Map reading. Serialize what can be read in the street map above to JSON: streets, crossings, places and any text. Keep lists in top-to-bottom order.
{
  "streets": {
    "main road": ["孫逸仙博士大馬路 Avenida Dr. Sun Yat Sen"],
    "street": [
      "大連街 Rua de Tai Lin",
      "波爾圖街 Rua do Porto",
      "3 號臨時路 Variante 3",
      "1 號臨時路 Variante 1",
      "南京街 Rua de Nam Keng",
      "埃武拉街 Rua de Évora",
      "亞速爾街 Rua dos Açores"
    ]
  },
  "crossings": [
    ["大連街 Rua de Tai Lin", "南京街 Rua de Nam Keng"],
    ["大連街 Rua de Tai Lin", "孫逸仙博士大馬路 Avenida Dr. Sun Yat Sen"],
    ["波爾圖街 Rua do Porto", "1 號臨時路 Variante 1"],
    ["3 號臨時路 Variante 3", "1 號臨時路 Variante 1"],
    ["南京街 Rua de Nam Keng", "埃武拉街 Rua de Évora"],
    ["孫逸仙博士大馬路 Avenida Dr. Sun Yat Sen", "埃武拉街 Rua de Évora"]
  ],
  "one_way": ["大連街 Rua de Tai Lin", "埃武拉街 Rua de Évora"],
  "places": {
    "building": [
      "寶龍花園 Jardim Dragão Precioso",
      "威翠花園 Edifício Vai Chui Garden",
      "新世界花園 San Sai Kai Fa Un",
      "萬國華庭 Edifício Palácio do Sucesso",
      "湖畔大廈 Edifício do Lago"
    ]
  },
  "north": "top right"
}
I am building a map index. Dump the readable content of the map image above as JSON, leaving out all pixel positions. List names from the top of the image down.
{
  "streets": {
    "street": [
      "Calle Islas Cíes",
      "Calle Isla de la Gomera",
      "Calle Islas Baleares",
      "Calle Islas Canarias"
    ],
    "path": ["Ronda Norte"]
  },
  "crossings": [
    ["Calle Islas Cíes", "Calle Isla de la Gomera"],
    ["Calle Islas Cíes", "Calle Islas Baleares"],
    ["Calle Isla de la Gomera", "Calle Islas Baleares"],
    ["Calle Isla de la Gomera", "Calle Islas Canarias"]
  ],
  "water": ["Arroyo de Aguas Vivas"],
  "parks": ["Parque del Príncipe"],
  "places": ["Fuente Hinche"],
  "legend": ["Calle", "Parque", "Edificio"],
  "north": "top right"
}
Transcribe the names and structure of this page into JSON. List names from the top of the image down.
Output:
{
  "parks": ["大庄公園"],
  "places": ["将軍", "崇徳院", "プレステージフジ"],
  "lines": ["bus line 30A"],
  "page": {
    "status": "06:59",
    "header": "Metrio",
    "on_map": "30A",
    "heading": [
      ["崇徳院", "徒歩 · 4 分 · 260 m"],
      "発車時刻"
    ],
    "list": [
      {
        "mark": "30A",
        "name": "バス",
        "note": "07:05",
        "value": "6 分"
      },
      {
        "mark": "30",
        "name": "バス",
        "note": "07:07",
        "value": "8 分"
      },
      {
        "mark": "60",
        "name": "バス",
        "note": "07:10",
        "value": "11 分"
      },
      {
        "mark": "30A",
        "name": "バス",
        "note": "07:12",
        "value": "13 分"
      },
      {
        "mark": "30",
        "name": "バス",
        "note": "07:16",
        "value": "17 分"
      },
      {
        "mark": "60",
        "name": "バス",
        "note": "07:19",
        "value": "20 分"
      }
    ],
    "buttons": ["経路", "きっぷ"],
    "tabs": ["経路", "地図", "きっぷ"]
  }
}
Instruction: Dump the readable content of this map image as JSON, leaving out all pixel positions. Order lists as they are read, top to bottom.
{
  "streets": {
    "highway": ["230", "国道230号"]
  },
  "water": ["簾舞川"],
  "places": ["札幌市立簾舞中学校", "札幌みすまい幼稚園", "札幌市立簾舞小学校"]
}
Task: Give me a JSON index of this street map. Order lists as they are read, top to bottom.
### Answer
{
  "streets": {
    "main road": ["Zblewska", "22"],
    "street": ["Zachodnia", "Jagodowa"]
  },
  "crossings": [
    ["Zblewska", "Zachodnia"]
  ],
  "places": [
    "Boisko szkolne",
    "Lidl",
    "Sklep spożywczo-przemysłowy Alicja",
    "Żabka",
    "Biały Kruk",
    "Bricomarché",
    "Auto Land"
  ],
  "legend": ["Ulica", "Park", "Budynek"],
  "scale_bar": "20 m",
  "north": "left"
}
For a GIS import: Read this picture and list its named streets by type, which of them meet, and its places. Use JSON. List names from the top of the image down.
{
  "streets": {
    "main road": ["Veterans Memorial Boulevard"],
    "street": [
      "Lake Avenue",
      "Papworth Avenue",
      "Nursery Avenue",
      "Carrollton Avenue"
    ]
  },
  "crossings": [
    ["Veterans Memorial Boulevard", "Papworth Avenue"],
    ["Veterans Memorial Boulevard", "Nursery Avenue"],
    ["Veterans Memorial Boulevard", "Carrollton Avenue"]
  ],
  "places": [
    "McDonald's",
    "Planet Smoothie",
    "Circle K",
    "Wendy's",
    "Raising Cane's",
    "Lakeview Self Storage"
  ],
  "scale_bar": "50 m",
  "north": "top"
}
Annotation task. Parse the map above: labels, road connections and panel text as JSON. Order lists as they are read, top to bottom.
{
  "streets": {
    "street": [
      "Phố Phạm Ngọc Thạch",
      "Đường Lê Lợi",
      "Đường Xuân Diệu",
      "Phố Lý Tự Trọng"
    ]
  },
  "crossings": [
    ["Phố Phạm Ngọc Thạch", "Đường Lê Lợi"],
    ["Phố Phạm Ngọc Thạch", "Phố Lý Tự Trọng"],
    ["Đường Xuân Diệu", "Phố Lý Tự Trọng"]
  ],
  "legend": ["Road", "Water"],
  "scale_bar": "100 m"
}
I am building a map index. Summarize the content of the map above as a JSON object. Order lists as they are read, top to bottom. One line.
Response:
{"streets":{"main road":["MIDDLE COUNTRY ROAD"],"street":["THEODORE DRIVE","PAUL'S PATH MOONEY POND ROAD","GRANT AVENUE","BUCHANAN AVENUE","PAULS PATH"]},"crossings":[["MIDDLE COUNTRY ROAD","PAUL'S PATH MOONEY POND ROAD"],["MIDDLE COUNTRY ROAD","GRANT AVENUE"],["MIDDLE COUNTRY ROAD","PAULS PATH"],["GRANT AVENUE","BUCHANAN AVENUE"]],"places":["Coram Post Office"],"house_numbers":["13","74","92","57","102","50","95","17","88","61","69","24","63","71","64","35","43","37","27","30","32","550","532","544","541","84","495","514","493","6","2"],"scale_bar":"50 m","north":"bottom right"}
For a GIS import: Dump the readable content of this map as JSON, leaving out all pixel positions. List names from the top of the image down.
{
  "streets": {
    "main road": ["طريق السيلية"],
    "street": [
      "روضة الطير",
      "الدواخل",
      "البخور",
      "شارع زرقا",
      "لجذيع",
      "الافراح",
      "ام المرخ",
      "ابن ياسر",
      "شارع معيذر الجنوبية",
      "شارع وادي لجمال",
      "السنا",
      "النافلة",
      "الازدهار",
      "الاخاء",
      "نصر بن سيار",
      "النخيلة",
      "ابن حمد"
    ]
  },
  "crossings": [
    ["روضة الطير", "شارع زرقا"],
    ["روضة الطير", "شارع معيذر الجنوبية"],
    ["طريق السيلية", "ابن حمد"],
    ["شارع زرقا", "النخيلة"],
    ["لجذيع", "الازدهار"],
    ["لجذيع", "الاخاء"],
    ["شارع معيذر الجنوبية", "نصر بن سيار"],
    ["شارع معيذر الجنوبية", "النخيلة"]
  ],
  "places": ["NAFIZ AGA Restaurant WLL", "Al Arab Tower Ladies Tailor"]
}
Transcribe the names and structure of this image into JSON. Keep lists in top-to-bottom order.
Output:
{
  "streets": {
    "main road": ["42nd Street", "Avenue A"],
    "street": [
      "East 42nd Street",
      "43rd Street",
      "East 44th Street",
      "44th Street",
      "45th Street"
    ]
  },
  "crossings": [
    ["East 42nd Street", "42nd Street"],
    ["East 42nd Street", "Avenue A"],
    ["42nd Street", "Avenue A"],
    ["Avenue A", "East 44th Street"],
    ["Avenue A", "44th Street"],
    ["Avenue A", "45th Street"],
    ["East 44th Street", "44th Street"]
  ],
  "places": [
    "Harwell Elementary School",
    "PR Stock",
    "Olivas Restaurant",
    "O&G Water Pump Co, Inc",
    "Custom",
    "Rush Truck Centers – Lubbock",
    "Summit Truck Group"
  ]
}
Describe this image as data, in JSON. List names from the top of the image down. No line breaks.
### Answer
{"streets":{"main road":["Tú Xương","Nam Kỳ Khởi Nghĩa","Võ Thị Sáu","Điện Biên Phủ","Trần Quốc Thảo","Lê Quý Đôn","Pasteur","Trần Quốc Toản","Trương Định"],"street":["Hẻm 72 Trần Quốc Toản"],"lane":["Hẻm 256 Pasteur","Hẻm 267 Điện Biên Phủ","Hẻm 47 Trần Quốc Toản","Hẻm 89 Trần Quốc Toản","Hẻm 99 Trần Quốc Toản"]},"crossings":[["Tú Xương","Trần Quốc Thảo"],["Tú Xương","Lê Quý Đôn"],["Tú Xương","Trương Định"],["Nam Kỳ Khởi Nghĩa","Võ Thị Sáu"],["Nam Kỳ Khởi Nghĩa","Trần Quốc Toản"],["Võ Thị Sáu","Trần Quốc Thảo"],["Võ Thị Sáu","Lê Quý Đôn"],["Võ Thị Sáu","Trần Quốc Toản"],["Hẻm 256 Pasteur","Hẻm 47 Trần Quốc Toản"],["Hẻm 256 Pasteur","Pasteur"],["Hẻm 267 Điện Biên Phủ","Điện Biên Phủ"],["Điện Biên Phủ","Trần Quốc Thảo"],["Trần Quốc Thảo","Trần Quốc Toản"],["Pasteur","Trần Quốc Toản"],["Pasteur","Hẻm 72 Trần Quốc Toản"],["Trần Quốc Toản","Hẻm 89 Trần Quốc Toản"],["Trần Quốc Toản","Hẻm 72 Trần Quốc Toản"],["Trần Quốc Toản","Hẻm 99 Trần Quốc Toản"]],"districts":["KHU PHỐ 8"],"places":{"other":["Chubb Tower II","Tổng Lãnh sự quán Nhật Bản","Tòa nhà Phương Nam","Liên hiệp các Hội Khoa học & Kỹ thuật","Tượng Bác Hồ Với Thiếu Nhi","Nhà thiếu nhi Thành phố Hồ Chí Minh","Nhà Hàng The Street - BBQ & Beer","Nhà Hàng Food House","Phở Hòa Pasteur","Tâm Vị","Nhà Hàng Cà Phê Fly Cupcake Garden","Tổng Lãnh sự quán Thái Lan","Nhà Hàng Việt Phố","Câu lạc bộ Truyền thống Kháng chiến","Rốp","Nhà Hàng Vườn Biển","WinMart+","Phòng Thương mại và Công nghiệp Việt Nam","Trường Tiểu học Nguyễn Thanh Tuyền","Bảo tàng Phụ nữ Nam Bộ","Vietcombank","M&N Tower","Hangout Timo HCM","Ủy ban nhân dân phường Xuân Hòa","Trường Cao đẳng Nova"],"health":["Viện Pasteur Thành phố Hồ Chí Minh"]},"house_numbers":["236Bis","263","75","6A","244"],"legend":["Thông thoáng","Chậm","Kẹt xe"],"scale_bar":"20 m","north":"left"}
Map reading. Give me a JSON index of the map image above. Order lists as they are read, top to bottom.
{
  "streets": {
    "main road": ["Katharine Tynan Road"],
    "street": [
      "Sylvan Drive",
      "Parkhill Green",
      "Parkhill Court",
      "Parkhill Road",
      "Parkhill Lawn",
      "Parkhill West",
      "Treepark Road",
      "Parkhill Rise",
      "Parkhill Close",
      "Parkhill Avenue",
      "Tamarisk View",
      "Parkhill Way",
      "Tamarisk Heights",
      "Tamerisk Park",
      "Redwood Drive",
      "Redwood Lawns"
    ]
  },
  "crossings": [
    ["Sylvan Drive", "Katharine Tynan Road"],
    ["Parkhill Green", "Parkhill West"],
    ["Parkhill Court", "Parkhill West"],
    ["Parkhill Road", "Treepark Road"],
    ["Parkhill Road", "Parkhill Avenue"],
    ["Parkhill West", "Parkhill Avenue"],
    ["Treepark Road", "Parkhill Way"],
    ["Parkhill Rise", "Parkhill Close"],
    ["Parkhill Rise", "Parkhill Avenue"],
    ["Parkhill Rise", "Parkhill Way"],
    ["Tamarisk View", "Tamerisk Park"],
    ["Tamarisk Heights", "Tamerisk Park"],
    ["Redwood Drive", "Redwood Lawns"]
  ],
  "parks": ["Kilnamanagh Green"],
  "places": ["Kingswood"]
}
== == ==
Set down only the lines above that fall between the line holding "I am building a map index. Dump" and the line holding "Transcribe the names and structure of this page", inclusive, keeping each exact.

YOUR RESPONSE:
I am building a map index. Dump the readable content of the map image above as JSON, leaving out all pixel positions. List names from the top of the image down.
{
  "streets": {
    "street": [
      "Calle Islas Cíes",
      "Calle Isla de la Gomera",
      "Calle Islas Baleares",
      "Calle Islas Canarias"
    ],
    "path": ["Ronda Norte"]
  },
  "crossings": [
    ["Calle Islas Cíes", "Calle Isla de la Gomera"],
    ["Calle Islas Cíes", "Calle Islas Baleares"],
    ["Calle Isla de la Gomera", "Calle Islas Baleares"],
    ["Calle Isla de la Gomera", "Calle Islas Canarias"]
  ],
  "water": ["Arroyo de Aguas Vivas"],
  "parks": ["Parque del Príncipe"],
  "places": ["Fuente Hinche"],
  "legend": ["Calle", "Parque", "Edificio"],
  "north": "top right"
}
Transcribe the names and structure of this page into JSON. List names from the top of the image down.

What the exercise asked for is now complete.